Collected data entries
-- Opening Marker --
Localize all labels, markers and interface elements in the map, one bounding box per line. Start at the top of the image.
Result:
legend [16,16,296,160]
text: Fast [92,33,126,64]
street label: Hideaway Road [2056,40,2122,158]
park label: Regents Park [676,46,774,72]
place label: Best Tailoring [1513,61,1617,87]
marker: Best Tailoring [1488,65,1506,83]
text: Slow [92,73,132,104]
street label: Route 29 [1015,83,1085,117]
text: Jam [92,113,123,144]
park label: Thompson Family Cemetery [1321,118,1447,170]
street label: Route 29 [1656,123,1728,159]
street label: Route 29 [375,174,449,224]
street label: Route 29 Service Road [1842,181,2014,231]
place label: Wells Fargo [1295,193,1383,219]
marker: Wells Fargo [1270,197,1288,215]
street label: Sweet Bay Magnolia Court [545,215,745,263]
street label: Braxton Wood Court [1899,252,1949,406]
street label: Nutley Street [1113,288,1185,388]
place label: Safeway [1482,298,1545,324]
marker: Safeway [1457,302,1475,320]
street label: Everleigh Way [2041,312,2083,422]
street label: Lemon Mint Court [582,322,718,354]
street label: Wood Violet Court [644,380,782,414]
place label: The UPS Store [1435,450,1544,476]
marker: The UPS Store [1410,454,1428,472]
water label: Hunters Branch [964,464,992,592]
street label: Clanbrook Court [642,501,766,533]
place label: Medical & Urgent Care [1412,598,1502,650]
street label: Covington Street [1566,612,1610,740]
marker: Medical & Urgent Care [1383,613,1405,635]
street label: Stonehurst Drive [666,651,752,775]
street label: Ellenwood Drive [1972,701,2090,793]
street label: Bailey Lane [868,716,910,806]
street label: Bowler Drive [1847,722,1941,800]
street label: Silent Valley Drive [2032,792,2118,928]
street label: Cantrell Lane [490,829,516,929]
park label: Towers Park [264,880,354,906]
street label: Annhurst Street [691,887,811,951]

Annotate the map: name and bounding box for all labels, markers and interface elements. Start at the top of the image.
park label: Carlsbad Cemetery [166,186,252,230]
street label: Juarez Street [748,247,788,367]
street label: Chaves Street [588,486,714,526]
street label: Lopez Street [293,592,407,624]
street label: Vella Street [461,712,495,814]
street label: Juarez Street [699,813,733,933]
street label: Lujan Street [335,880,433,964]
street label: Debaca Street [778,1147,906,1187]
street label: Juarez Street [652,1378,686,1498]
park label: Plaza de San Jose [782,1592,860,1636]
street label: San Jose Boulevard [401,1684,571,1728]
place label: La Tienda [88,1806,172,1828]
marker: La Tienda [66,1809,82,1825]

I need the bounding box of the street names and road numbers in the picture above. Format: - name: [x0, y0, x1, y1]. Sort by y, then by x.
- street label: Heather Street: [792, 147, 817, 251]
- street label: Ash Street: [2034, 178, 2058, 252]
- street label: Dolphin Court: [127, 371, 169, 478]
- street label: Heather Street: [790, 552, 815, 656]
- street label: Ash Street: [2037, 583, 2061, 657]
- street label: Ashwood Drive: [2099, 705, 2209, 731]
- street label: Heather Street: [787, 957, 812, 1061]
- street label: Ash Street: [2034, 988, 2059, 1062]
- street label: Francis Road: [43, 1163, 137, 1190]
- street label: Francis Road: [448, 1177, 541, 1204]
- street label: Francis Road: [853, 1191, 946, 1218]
-- Closing Marker --
Please write out the data again exactly as it stands.

Localize all labels, markers and interface elements in the map, one bounding box per line. Start at the top of the image.
Result:
legend [16,16,296,160]
text: Fast [92,33,126,64]
street label: Hideaway Road [2056,40,2122,158]
park label: Regents Park [676,46,774,72]
place label: Best Tailoring [1513,61,1617,87]
marker: Best Tailoring [1488,65,1506,83]
text: Slow [92,73,132,104]
street label: Route 29 [1015,83,1085,117]
text: Jam [92,113,123,144]
park label: Thompson Family Cemetery [1321,118,1447,170]
street label: Route 29 [1656,123,1728,159]
street label: Route 29 [375,174,449,224]
street label: Route 29 Service Road [1842,181,2014,231]
place label: Wells Fargo [1295,193,1383,219]
marker: Wells Fargo [1270,197,1288,215]
street label: Sweet Bay Magnolia Court [545,215,745,263]
street label: Braxton Wood Court [1899,252,1949,406]
street label: Nutley Street [1113,288,1185,388]
place label: Safeway [1482,298,1545,324]
marker: Safeway [1457,302,1475,320]
street label: Everleigh Way [2041,312,2083,422]
street label: Lemon Mint Court [582,322,718,354]
street label: Wood Violet Court [644,380,782,414]
place label: The UPS Store [1435,450,1544,476]
marker: The UPS Store [1410,454,1428,472]
water label: Hunters Branch [964,464,992,592]
street label: Clanbrook Court [642,501,766,533]
place label: Medical & Urgent Care [1412,598,1502,650]
street label: Covington Street [1566,612,1610,740]
marker: Medical & Urgent Care [1383,613,1405,635]
street label: Stonehurst Drive [666,651,752,775]
street label: Ellenwood Drive [1972,701,2090,793]
street label: Bailey Lane [868,716,910,806]
street label: Bowler Drive [1847,722,1941,800]
street label: Silent Valley Drive [2032,792,2118,928]
street label: Cantrell Lane [490,829,516,929]
park label: Towers Park [264,880,354,906]
street label: Annhurst Street [691,887,811,951]

Annotate the map: name and bounding box for all labels, markers and interface elements. Start at the top of the image.
park label: Carlsbad Cemetery [166,186,252,230]
street label: Juarez Street [748,247,788,367]
street label: Chaves Street [588,486,714,526]
street label: Lopez Street [293,592,407,624]
street label: Vella Street [461,712,495,814]
street label: Juarez Street [699,813,733,933]
street label: Lujan Street [335,880,433,964]
street label: Debaca Street [778,1147,906,1187]
street label: Juarez Street [652,1378,686,1498]
park label: Plaza de San Jose [782,1592,860,1636]
street label: San Jose Boulevard [401,1684,571,1728]
place label: La Tienda [88,1806,172,1828]
marker: La Tienda [66,1809,82,1825]

I need the bounding box of the street names and road numbers in the picture above. Format: - name: [x0, y0, x1, y1]. Sort by y, then by x.
- street label: Heather Street: [792, 147, 817, 251]
- street label: Ash Street: [2034, 178, 2058, 252]
- street label: Dolphin Court: [127, 371, 169, 478]
- street label: Heather Street: [790, 552, 815, 656]
- street label: Ash Street: [2037, 583, 2061, 657]
- street label: Ashwood Drive: [2099, 705, 2209, 731]
- street label: Heather Street: [787, 957, 812, 1061]
- street label: Ash Street: [2034, 988, 2059, 1062]
- street label: Francis Road: [43, 1163, 137, 1190]
- street label: Francis Road: [448, 1177, 541, 1204]
- street label: Francis Road: [853, 1191, 946, 1218]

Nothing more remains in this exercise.